In April 2014, in the aftermath of the Revolution of Dignity, when Alpha snipers were alleged to have shot at protesters, it was purged and reorganised, and deployed to fight against pro-Russian separatist forces in the war in Donbas.

On April 13, 2014, the Joint Forces Operation "A" first engaged in armed conflict with pro-Russian militants, near the city of Sloviansk, Donetsk oblast.

In late April 2014, three officers were ambushed by members of the separatist armed groups led by pro-Russian terrorist Igor Girkin in the town of Horlivka, after which they were tortured.

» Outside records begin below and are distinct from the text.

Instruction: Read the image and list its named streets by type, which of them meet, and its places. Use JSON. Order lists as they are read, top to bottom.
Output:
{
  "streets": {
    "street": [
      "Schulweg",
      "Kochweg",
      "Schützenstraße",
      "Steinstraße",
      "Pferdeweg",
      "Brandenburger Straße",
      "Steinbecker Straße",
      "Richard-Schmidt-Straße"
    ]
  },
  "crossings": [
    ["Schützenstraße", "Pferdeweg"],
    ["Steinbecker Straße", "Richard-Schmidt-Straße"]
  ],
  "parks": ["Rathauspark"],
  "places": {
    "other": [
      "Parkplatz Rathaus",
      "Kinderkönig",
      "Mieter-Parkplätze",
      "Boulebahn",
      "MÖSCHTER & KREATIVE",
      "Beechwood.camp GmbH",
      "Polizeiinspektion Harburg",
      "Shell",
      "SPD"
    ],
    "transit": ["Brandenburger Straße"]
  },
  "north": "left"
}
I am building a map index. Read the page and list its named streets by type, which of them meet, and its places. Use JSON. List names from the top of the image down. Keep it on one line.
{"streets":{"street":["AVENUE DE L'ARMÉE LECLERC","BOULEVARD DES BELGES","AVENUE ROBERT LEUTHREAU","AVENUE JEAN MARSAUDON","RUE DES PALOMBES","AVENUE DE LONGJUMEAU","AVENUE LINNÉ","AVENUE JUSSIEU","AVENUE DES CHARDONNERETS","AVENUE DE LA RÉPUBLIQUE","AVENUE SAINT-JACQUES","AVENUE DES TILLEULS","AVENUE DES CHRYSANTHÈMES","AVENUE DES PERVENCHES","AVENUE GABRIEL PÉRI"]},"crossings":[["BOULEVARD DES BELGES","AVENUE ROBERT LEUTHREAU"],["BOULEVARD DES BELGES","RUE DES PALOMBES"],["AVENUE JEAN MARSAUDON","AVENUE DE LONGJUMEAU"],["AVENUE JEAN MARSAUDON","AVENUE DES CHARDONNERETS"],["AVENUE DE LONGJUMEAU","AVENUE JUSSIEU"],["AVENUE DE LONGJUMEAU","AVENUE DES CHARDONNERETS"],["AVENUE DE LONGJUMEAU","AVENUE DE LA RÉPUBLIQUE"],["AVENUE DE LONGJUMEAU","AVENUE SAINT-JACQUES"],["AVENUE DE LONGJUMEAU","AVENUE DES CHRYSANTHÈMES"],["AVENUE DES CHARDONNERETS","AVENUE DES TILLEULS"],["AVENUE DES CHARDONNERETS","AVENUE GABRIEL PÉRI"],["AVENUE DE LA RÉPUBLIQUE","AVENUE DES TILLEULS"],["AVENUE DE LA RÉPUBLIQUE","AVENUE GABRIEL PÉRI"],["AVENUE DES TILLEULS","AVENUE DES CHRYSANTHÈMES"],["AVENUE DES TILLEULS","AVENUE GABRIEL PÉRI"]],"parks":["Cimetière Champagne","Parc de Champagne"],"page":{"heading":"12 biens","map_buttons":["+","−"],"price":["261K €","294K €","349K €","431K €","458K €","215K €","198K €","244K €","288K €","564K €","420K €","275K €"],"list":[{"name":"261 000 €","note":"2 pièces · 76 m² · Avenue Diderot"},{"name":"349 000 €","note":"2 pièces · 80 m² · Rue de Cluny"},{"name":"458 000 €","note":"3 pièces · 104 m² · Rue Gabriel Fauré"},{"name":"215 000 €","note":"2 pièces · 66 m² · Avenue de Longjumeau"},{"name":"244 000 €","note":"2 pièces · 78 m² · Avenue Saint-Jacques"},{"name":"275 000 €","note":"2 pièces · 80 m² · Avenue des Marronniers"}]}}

The SBU spokeswoman said the separatists acted on a tip from infiltrators inside the agency.

As part of the anti-terrorist operation announced on the same day, the center's employees, in cooperation with other units of the Ukrainian security and defense sector, participated in stabilization and assault operations, in particular in the liberation of Sloviansk, Kramatorsk, Mariupol, and other settlements temporarily occupied by Russian separatist forces in Ukraine.

The SBU Alfa defector Alexander Khodakovsky, a former Alfa commander for Donetsk Oblast who had betrayed Ukraine along with several of his men and became the commander of the terrorist Vostok Battalion and later was given the post of security minister of the separatist so-called "Donetsk People's Republic".

On April 15, 2014, the SBU's Special Operations Center "A" unit, together with the National Guard of Ukraine's "Omega" special unit, took control of the strategically important airfield in Kramatorsk without any losses. This allowed Ukrainian forces to ensure the airlift of personnel, equipment, and logistical support to the ATO zone.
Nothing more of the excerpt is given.